Maija-Liisa Lahtinen (born September, 1949 in Helsinki) is a former director of a Finnish foundation and museum Museum Villa Urpo, which is named after her late husband, Finnish magazine publisher Urpo Lahtinen. Mrs. Lahtinen became notorious in Finland after the foundation she and her late husband had established was involved in multiple lawsuits started by Urpo Lahtinen's undistributed estate. In spring 2005, Mrs. Lahtinen was sentenced to three years in prison for gross fraudulent conversion, after which she disappeared in an apparent attempt to evade the prison sentence. Currently, she is living in Switzerland. There is a request from the Finnish authorities for the Swiss counterparts to return her to Finland, but by Swiss law, she cannot be sent to Finland. She is wanted by the Interpol after a request by Finnish officials.

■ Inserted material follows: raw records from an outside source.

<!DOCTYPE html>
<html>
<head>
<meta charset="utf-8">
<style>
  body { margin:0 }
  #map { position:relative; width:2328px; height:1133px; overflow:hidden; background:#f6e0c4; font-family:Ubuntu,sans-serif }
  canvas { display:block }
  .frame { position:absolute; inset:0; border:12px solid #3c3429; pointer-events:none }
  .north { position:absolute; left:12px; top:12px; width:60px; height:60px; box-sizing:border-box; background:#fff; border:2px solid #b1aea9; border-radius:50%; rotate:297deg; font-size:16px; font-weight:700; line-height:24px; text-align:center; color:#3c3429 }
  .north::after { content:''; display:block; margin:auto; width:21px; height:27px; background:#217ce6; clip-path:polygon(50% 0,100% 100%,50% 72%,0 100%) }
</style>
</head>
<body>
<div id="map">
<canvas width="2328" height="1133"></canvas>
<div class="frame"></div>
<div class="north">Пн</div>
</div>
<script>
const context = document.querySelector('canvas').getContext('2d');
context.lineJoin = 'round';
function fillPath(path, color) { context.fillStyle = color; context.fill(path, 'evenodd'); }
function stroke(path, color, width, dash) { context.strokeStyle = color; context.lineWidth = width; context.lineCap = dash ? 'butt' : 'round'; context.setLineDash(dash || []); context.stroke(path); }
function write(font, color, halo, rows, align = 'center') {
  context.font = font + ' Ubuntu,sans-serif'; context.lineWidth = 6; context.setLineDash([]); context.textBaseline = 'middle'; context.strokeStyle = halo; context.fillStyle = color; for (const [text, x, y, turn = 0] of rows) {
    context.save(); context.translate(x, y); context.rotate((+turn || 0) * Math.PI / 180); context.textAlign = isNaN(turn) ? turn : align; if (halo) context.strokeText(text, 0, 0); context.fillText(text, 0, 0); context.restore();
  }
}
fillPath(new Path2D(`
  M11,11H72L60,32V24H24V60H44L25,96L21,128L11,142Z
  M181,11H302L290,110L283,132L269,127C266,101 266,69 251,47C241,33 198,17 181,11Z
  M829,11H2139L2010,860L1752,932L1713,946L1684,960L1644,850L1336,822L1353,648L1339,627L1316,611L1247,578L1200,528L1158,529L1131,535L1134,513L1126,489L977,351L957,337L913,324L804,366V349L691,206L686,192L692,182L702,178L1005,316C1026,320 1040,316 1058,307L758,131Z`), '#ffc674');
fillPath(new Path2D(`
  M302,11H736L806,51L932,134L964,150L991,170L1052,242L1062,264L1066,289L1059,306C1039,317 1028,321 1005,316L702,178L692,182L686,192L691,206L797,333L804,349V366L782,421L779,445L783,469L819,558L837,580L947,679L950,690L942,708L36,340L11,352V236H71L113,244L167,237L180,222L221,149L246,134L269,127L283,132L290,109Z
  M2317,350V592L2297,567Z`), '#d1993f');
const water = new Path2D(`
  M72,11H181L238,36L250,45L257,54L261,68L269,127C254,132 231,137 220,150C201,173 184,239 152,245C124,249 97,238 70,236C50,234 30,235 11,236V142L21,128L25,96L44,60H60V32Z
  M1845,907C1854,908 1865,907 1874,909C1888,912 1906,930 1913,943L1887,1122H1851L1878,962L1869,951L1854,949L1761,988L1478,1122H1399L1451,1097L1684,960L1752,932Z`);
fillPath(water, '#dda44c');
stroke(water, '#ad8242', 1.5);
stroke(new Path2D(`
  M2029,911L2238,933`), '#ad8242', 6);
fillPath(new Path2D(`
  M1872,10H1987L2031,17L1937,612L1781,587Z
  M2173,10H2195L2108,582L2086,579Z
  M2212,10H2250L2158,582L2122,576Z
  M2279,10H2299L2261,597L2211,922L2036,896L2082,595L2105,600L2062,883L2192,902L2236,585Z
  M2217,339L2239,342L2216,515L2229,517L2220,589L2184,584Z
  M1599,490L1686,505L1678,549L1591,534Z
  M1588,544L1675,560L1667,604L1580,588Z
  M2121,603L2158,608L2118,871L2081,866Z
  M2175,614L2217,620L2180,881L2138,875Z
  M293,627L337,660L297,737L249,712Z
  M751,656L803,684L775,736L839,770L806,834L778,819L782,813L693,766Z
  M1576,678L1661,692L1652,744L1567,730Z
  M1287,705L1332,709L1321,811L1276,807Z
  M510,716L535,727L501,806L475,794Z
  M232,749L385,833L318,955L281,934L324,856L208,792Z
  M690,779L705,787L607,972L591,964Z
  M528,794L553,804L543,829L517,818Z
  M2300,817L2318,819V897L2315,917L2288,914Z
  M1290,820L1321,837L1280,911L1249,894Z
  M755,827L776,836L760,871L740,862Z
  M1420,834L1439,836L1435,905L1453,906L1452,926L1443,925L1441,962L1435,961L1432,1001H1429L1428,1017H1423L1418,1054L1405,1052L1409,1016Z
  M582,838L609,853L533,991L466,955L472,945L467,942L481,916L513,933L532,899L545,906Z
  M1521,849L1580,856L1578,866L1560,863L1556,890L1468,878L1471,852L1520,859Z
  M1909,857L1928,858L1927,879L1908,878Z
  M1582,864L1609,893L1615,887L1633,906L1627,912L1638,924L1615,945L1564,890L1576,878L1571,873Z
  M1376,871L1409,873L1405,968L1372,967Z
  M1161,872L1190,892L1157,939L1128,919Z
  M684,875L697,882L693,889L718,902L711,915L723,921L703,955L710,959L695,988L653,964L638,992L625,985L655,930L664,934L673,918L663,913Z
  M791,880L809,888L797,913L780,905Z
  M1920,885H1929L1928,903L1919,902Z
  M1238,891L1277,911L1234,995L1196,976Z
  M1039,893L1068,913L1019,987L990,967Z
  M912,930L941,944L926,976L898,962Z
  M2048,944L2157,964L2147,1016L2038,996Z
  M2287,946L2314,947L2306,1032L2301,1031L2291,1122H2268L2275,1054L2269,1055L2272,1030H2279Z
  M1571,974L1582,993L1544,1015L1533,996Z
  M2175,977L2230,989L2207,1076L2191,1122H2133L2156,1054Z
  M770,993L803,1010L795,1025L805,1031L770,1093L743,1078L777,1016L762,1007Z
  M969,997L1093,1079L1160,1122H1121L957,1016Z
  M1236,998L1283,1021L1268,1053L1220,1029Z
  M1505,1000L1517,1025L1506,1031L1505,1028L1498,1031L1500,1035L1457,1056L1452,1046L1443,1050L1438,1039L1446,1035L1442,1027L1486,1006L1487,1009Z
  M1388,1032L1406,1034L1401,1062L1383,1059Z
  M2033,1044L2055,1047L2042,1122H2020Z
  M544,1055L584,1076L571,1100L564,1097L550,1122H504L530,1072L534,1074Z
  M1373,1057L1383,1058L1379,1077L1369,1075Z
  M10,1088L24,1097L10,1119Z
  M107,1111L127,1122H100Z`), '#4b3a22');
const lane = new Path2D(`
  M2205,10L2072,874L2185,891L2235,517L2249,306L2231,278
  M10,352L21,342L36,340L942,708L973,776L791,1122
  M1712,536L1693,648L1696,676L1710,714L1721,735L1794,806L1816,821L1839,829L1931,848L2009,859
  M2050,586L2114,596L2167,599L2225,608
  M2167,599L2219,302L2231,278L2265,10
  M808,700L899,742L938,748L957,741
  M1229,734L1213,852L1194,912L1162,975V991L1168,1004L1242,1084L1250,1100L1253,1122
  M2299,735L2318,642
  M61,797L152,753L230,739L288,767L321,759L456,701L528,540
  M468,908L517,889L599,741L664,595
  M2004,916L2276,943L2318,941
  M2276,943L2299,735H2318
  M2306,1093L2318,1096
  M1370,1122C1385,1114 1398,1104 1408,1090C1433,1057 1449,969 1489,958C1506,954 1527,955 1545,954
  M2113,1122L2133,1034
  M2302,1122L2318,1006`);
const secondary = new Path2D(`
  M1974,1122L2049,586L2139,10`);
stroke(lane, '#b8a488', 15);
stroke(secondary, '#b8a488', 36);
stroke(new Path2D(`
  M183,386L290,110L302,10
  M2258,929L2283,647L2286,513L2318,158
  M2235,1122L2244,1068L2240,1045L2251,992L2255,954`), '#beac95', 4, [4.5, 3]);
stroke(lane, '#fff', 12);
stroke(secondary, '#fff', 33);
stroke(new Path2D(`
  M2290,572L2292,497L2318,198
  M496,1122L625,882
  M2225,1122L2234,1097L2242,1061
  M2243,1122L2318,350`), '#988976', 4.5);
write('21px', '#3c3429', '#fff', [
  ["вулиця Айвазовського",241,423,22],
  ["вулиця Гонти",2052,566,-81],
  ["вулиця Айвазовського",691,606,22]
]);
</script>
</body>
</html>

Her location in Switzerland is known to Finnish police and press. The civil and criminal lawsuits around the case are still largely open, and some of the lawsuits cannot be continued without the presence of Mrs. Lahtinen. In 2006, the court declared Mrs. Lahtinen bankrupt, because she had been ordered to compensate over 13 million euros to Urpo Lahtinen's undistributed estate in one of the lawsuits.